Exercise: The answer must be an exact reproduction of the lines from the start of the records below through the line containing "position:relative; width:1091px; height:938px;", and nothing more.

══ Given records

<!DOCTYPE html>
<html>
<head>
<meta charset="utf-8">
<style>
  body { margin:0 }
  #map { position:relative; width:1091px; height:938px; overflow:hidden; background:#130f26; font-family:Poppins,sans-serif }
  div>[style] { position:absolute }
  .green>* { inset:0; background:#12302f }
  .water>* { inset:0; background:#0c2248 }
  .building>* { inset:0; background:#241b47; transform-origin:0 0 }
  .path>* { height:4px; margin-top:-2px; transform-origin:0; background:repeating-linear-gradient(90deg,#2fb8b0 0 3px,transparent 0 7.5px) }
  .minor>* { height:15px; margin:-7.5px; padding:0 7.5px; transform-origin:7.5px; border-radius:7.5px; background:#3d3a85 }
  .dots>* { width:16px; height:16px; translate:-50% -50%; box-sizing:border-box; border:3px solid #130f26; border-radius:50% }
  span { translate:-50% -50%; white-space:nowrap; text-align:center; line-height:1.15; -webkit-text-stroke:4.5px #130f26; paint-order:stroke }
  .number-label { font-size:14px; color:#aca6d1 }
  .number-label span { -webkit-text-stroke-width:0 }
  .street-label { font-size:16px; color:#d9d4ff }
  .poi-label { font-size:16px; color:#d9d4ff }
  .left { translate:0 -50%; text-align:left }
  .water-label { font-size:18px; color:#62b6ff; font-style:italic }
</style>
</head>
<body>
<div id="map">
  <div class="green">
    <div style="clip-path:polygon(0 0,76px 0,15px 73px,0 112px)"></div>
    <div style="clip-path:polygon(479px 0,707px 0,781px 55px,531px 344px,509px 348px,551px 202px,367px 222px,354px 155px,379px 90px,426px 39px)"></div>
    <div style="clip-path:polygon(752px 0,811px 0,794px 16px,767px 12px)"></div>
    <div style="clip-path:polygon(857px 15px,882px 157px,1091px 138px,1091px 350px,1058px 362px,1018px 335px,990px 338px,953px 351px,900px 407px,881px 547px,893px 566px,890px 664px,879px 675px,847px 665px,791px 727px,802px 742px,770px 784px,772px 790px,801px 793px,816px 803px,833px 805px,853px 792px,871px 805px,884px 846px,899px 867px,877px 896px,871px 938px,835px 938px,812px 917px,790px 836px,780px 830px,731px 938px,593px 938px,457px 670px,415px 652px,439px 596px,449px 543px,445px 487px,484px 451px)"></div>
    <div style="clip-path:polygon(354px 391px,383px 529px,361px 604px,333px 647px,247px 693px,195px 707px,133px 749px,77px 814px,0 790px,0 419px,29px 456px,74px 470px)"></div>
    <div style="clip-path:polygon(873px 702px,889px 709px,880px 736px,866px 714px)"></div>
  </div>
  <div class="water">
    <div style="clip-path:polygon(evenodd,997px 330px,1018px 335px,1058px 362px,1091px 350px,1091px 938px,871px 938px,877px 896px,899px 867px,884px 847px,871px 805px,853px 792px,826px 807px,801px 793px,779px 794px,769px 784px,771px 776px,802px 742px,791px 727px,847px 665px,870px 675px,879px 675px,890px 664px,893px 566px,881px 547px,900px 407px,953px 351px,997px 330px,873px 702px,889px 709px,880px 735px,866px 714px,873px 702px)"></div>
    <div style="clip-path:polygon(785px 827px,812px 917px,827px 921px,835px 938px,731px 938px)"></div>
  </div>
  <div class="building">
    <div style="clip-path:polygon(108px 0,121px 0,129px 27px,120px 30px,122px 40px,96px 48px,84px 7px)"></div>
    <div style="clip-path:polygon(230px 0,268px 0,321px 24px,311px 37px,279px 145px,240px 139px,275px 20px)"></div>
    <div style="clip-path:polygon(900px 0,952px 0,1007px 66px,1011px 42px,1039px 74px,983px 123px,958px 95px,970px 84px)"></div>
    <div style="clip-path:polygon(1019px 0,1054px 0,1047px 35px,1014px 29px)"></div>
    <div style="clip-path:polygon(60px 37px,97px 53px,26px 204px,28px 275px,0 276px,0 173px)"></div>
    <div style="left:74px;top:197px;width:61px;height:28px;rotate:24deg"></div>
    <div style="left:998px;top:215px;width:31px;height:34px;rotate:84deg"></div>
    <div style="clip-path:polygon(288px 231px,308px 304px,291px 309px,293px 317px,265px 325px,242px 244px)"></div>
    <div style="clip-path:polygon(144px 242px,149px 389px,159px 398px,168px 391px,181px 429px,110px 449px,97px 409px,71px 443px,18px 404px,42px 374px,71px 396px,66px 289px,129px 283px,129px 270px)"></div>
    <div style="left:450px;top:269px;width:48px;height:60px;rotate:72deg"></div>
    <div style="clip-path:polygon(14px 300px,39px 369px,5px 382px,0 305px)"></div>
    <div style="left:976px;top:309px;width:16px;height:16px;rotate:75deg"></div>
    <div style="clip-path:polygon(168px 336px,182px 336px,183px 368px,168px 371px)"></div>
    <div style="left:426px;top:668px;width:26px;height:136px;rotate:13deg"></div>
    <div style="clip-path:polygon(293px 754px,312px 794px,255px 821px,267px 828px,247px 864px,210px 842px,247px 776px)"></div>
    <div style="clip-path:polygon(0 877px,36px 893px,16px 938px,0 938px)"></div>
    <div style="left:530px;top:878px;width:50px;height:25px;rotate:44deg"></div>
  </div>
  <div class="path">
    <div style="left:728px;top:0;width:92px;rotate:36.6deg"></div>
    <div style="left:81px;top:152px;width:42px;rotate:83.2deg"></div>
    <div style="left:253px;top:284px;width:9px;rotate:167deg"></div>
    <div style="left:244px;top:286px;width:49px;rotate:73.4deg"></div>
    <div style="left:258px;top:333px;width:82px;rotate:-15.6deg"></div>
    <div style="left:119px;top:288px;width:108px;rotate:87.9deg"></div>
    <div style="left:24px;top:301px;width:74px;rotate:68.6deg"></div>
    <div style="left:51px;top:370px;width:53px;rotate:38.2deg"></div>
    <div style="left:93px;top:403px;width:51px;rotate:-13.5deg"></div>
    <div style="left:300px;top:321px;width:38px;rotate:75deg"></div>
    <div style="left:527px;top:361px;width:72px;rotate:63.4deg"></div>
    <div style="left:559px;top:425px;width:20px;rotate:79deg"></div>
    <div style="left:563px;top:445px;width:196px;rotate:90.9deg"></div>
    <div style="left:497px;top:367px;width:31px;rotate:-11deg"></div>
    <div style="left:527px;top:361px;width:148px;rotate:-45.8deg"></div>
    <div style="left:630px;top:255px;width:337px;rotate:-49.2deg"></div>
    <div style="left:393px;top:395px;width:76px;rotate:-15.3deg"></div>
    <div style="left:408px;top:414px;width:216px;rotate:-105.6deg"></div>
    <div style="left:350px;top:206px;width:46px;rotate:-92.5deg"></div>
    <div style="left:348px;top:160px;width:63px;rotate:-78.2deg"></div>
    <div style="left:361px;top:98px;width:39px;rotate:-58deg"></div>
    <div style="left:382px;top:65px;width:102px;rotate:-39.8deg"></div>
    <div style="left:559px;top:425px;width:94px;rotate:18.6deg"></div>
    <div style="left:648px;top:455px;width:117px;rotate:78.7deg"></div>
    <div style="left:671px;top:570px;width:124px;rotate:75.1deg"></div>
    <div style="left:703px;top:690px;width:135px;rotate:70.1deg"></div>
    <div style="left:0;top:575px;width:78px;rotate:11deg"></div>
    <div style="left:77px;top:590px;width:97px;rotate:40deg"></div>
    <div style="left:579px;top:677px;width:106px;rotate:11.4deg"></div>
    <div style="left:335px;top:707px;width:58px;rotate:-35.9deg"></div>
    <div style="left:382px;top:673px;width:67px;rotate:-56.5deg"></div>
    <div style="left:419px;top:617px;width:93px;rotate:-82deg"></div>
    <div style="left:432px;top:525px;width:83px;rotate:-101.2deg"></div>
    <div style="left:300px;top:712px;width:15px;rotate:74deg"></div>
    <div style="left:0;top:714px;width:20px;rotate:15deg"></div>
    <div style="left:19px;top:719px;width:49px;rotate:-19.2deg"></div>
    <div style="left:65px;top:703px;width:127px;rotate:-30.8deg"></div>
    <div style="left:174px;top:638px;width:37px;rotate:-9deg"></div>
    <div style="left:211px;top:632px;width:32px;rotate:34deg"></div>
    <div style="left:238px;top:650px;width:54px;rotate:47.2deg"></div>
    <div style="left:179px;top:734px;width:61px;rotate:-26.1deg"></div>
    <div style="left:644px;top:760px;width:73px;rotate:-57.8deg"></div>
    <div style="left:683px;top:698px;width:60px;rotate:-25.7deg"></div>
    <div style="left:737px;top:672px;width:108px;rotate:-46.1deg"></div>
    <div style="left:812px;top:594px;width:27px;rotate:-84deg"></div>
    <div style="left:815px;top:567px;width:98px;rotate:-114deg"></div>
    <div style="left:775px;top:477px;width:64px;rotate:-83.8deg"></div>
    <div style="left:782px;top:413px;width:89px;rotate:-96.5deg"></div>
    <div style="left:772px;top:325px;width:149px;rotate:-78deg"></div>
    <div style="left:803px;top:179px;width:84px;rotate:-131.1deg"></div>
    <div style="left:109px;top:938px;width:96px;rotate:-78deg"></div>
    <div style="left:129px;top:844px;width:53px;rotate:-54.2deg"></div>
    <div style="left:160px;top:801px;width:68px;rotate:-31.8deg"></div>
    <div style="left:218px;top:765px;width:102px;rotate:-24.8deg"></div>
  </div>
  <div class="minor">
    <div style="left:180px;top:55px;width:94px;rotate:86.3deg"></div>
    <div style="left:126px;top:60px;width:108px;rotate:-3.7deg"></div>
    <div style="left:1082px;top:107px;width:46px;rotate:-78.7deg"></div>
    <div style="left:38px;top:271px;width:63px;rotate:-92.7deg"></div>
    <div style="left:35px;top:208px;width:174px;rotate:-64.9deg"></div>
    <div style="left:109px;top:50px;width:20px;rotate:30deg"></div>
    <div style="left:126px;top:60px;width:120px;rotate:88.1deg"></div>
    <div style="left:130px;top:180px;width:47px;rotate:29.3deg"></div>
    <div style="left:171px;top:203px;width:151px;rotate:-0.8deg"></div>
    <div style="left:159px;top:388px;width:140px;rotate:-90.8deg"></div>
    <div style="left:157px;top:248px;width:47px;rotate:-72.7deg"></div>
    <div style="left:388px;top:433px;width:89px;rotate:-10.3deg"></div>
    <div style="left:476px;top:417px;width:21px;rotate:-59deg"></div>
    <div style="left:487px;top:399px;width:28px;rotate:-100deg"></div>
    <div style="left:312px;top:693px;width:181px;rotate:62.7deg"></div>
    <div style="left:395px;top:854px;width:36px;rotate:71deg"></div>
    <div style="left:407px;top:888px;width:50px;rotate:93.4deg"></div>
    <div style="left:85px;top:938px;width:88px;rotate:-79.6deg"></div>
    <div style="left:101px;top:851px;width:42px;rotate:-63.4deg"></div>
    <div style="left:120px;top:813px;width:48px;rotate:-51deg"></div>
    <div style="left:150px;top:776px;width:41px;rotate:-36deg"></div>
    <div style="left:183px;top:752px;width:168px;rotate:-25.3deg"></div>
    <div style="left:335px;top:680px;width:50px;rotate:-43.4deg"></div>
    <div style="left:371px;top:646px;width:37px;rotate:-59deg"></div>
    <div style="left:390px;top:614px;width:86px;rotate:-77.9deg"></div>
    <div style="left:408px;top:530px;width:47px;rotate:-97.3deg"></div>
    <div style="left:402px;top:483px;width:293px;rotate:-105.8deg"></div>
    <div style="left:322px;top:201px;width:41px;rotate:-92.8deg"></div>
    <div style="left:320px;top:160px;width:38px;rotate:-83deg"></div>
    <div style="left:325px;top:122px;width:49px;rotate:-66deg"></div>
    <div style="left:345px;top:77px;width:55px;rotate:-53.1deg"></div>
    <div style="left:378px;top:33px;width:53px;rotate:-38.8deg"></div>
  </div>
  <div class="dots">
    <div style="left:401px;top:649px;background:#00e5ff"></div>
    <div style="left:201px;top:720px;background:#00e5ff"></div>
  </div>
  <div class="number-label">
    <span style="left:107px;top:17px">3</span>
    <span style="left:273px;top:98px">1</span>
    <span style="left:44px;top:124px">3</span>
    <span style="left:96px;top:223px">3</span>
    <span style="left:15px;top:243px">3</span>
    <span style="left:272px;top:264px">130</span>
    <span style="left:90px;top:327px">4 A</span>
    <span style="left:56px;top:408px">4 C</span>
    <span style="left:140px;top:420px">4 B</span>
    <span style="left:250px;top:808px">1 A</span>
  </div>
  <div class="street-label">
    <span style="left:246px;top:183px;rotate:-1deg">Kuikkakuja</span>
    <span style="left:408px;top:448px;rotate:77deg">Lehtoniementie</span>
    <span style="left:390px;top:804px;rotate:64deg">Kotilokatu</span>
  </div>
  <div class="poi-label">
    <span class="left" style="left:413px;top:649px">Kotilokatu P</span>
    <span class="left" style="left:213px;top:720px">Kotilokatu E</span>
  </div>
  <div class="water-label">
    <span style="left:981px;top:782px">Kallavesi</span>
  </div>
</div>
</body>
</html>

════

Response:
<!DOCTYPE html>
<html>
<head>
<meta charset="utf-8">
<style>
  body { margin:0 }
  #map { position:relative; width:1091px; height:938px; overflow:hidden; background:#130f26; font-family:Poppins,sans-serif }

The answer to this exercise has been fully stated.